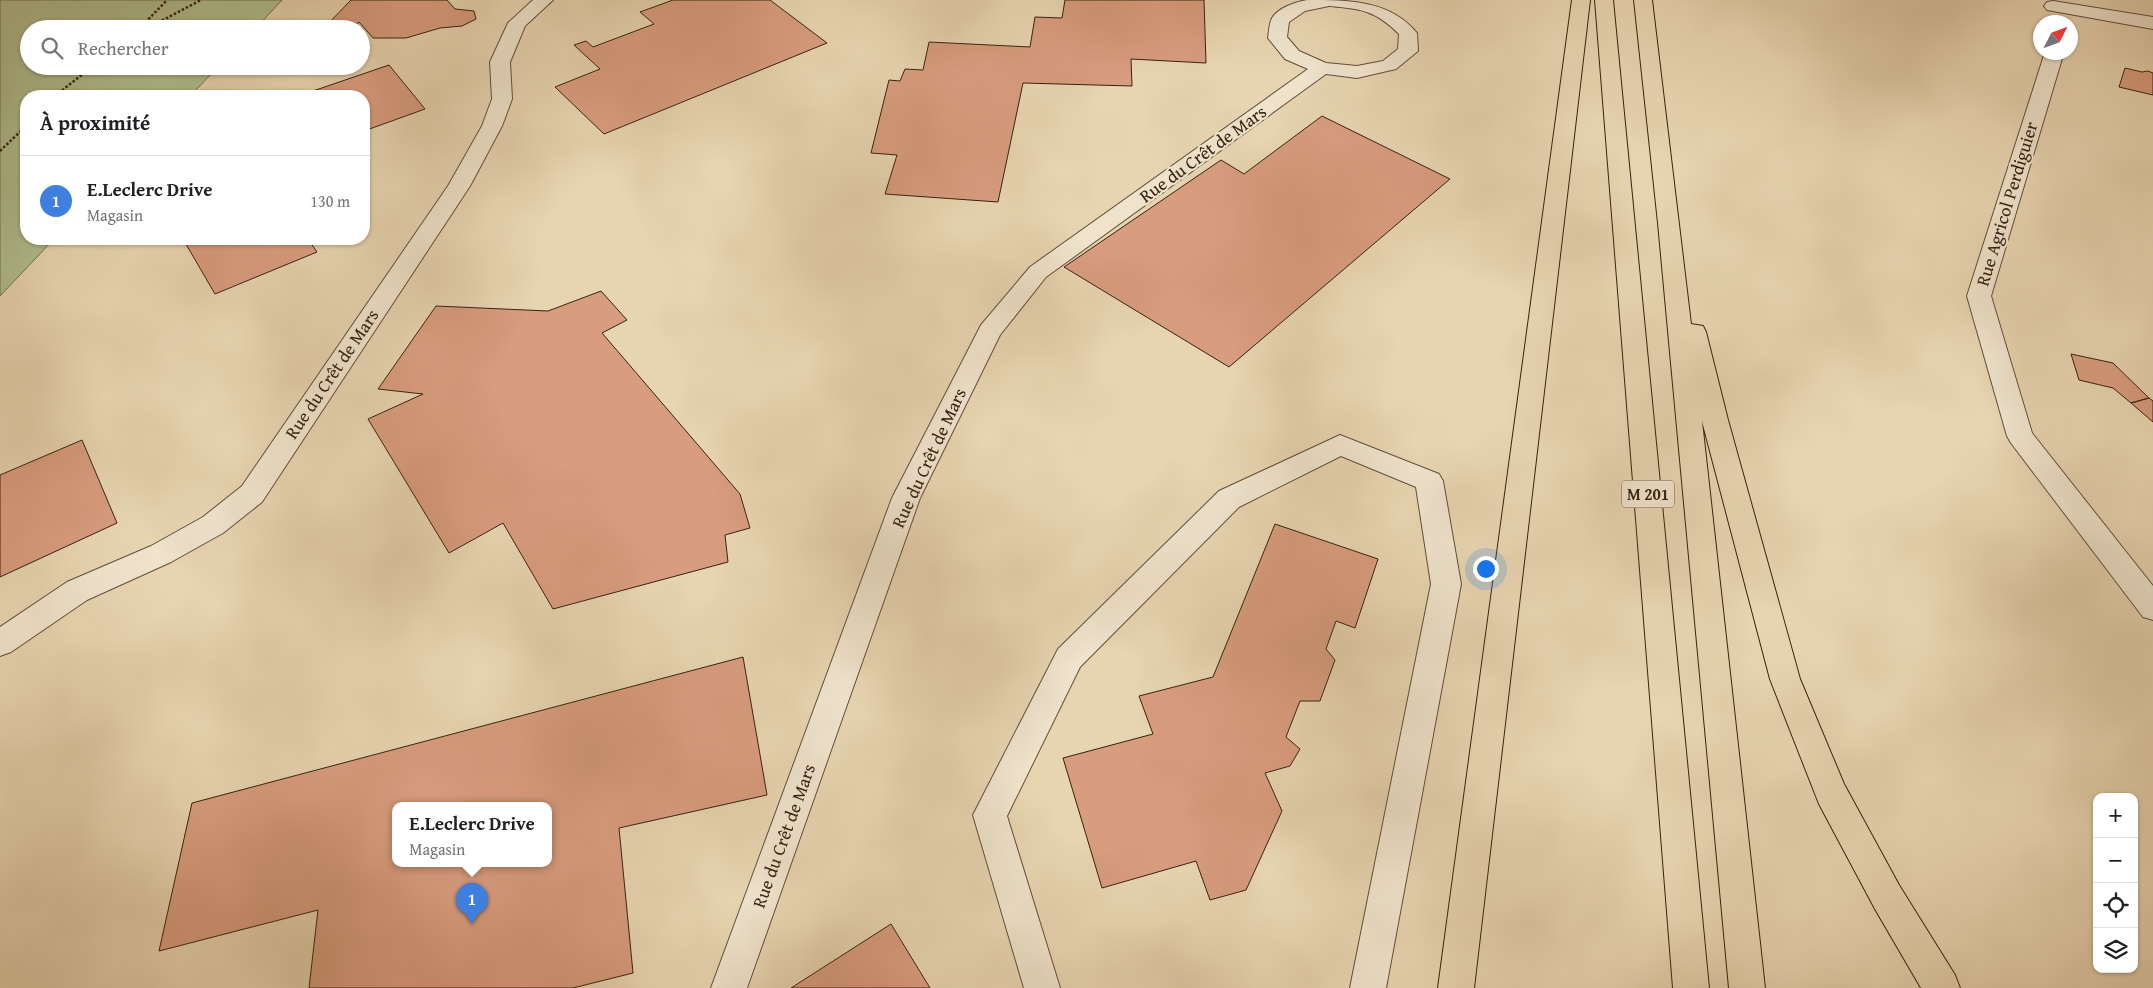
<!DOCTYPE html>
<html lang="fr">
<meta charset="utf-8">
<style>
:root{--surface:#fff;--page:#f6f6f6;--text:#202124;--muted:#757577;--line:#e0e0e0;--accent:#8f2418}
body{margin:0;font-family:"Gentium Book Plus",serif;background:var(--page);color:var(--text)}
.controls{position:absolute;right:15px;bottom:15px;display:grid;overflow:hidden;border-radius:10px;box-shadow:0 1px 4px #0004}
.controls button{width:45px;height:45px;display:grid;place-items:center;padding:0;border:0;border-bottom:1px solid var(--line);background:var(--surface);color:var(--text);font:25px sans-serif}
.compass{position:absolute;left:2033px;top:15px;width:45px;height:45px;border-radius:50%;background:var(--surface);box-shadow:0 1px 4px #0004;rotate:48deg}
.you{position:absolute;left:1485px;top:568px;width:18px;height:18px;margin:-12px;border:4px solid #fff;border-radius:50%;background:#1a73e8;box-shadow:0 0 0 8px #1a73e833}
.badge{display:grid;place-items:center;width:32px;height:32px;border-radius:50%;background:var(--accent);color:#fff;font-size:16px;font-weight:700}
.pin{position:absolute;translate:-50% -41px;filter:drop-shadow(0 1px 2px #0008)}
.pin::after{content:'';position:absolute;top:26px;width:18px;height:15px;background:inherit;clip-path:polygon(0 0,100% 0,50% 100%)}
.popup{position:absolute;left:392px;top:802px;width:160px;height:65px;box-sizing:border-box;display:grid;place-content:center;border-radius:10px;background:var(--surface);filter:drop-shadow(0 1px 4px #0005);font-size:16px;white-space:nowrap;color:var(--muted)}
.popup b{font-size:19px;color:var(--text)}
.popup::after{content:'';position:absolute;left:50%;top:100%;margin-left:-10px;border:10px solid transparent;border-top-color:var(--surface)}
.list{margin:0;padding:0;list-style:none}
h2{display:flex;justify-content:space-between;align-items:center;height:65px;margin:0;padding:0 20px;font-size:21px}
h2 small{font-size:16px;font-weight:400;color:var(--muted)}
.list li{display:grid;grid-template-columns:32px 1fr auto;gap:15px;align-items:center;box-sizing:border-box;height:90px;padding:0 20px;border-top:1px solid var(--line)}
.list b{display:block;font-size:19px;white-space:nowrap}
.list p{margin:0;font-size:16px;white-space:nowrap;color:var(--muted)}
.list em{font-size:16px;font-style:normal;color:var(--muted)}
.icon{flex:none;width:28px;height:28px;fill:none;stroke:currentColor;stroke-width:2;stroke-linecap:round;stroke-linejoin:round}
.map{position:relative;flex:none;width:2153px;height:988px;overflow:hidden}
.search{position:absolute;background:var(--surface);box-shadow:0 1px 4px #0004;left:20px;top:20px;width:350px;height:55px;display:flex;align-items:center;gap:12px;box-sizing:border-box;padding:0 18px;border-radius:28px;color:var(--muted);font-size:19px}
.panel{position:absolute;background:var(--surface);box-shadow:0 1px 4px #0004;left:20px;top:90px;width:350px;height:155px;border-radius:20px}
.map>svg:first-child{display:block}
</style>
<div class="map">
<svg width="2153" height="988" viewBox="0 0 2153 988">
<rect width="100%" height="100%" fill="#e7d4b0"/>
<filter id="stains"><feTurbulence type="fractalNoise" baseFrequency=".004" numOctaves="4"/><feColorMatrix values="0 0 0 0 .2 0 0 0 0 .09 0 0 0 0 .02 0 0 0 .5 -.17"/></filter>
<radialGradient id="worn" r=".72"><stop offset=".6" stop-color="#630" stop-opacity="0"/><stop offset="1" stop-color="#630" stop-opacity=".3"/></radialGradient>
<path fill="#b0be90" stroke="#737050" d="M0 0H282L255 29H29V66H219L190 96H26V239H54L0 296Z"/>
<path fill="#d89c7e" stroke="#362211" fill-rule="evenodd" d="M351 0H447L455 9 474 11 476 19 462 26 440 28 406 38H373L359 22 353 29 324 28Z
M673 0H770L827 43 604 134 555 87 600 69 574 45 586 41 593 47 654 24 640 12Z
M1065 0H1204L1206 63 1131 59 1132 86 1023 83 998 202 885 194 897 155 871 153 889 80 900 81 905 69 923 70 929 42 1030 47 1035 17 1062 18Z
M389 65 425 109 364 131V96H313L310 92Z
M2125 68 2142 72 2148 71 2153 73V95L2119 87Z
M1322 116 1450 179 1229 367 1064 267 1221 160 1244 174Z
M183 239H308L317 252 215 294Z
M601 291 627 320 602 333 740 494 750 528 725 535 728 562 553 609 503 523 449 553 368 419 423 394 378 389 436 306 548 311Z
M2071 354 2113 363 2149 398 2131 403 2113 388 2079 380Z
M2149 398 2153 401V422L2131 403Z
M82 440 117 523 0 577V475Z
M1275 524 1378 559 1355 628 1336 621 1326 649 1335 660 1320 701H1300L1286 737 1300 749 1290 766 1265 773 1282 811 1246 890 1210 900 1196 861 1102 888 1063 758 1153 734 1139 696 1213 677Z
M743 657 767 795 619 828 633 973 573 988H309L318 910 159 951 192 803ZM396 805H548V863H396Z
M891 924 930 988H791Z"/>
<g fill="none" stroke-linecap="round" stroke-linejoin="round">
<g stroke="#624e39" stroke-width="2">
<path id="minor" d="M533 0H553L525 26 510 62 512 99 502 126 470 186 262 502 223 533 171 562 87 600 11 652 0 656V627L67 582 151 546 203 517 242 486 448 186 482 126 492 99 490 62 508 23Z
M1307 0C1349 0 1390 0 1417 33L1418 51 1396 69 1357 78 1326 74 1046 277 1000 335 920 498 747 988H711L892 498 981 325 1030 267 1308 69 1285 59 1268 38C1269 32 1269 24 1272 18 1278 8 1295 2 1307 0ZM1329 6C1361 9 1375 10 1399 34L1398 49 1383 61 1357 66 1326 63 1299 51 1287 37 1289 22 1305 11Z
M2053 1 2153 17V29L2047 10 2044 6 2047 2Z
M2045 52H2064L1991 296 2032 433 2153 586V620L2143 617 2011 443 2007 436 1967 296Z
M1340 435 1439 474 1443 481 1461 584 1386 988H1350L1431 584 1416 487 1341 456 1239 507 1080 667 1007 816 1060 988H1024L973 815 1058 649 1219 491Z"/>
</g>
<g stroke="#362211" stroke-width="2">
<path id="highway" d="M1572 0H1590L1474 988H1438Z
M1595 0H1613L1709 988H1673Z
M1634 0H1652L1691 324 1703 326 1706 332 1728 420 1800 679 1844 784 1899 885 1955 975 1960 988H1921L1875 909 1819 804 1770 679 1702 421 1765 988H1729L1658 223Z"/>
</g>
<path stroke="#362211" stroke-width="2.5" stroke-dasharray="2.5 2" stroke-linecap="butt" d="M139 29 167 0
M146 29 201 0
M55 96 93 66
M0 151 26 126"/>
<use href="#minor" fill="#efe3cc" fill-rule="evenodd"/>
<use href="#highway" fill="#e7d4b0" fill-rule="evenodd"/>
</g>
<g text-anchor="middle" stroke-width="4.5" stroke-linejoin="round" paint-order="stroke">
<rect fill="#efe3cc" stroke="#6e5c49" stroke-width="1" x="1622" y="480.5" width="52" height="27" rx="4"/>
<g font-size="16" font-weight="bold" fill="#362211">
<text x="1648" y="500">M 201</text>
</g>
<g font-size="18" fill="#362211" stroke="#efe3cc">
<text transform="translate(1203 154) rotate(-36)" y="6">Rue du Crêt de Mars</text>
<text transform="translate(2007 204) rotate(-73)" y="6">Rue Agricol Perdiguier</text>
<text transform="translate(332 374) rotate(-56)" y="6">Rue du Crêt de Mars</text>
<text transform="translate(929 458) rotate(-65)" y="6">Rue du Crêt de Mars</text>
<text transform="translate(784 836) rotate(-70)" y="6">Rue du Crêt de Mars</text>
</g>
</g>
<rect width="100%" height="100%" filter="url(#stains)"/>
<rect width="100%" height="100%" fill="url(#worn)"/>
</svg>
<div class="controls">
<button>+</button>
<button>−</button>
<button><svg class="icon" aria-label="locate" viewBox="0 0 24 24"><circle cx="12" cy="12" r="6"/><path d="M12 2v4M12 18v4M2 12h4M18 12h4"/></svg></button>
<button><svg class="icon" aria-label="layers" viewBox="0 0 24 24"><path d="M12 4l9 5-9 5-9-5zM3 14l9 5 9-5"/></svg></button>
</div>
<svg class="compass" viewBox="-18 -18 36 36"><path d="M0-13l5 13h-10z" fill="#e53935"/><path d="M0 13l5-13h-10z" fill="#757577"/></svg>
<div class="you"></div>
<div class="pin badge" style="left:472px;top:924px;background:#3f7fe0">1</div>
<div class="popup"><b>E.Leclerc Drive</b>Magasin</div>
<div class="search"><svg class="icon" aria-label="search" viewBox="0 0 24 24"><circle cx="10" cy="10" r="6"/><path d="M15 15l6 6"/></svg>Rechercher</div>
<section class="panel">
<h2>À proximité<small></small></h2>
<ul class="list">
<li><span class="badge" style="background:#3f7fe0">1</span><div><b>E.Leclerc Drive</b><p>Magasin</p></div><em>130 m</em></li>
</ul>
</section>
</div>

■ ■ ■ ■ ■

- _Exercise objective_
Search the material for the string "href" and show every line that has it.

- _Your solution_
<use href="#minor" fill="#efe3cc" fill-rule="evenodd"/>
<use href="#highway" fill="#e7d4b0" fill-rule="evenodd"/>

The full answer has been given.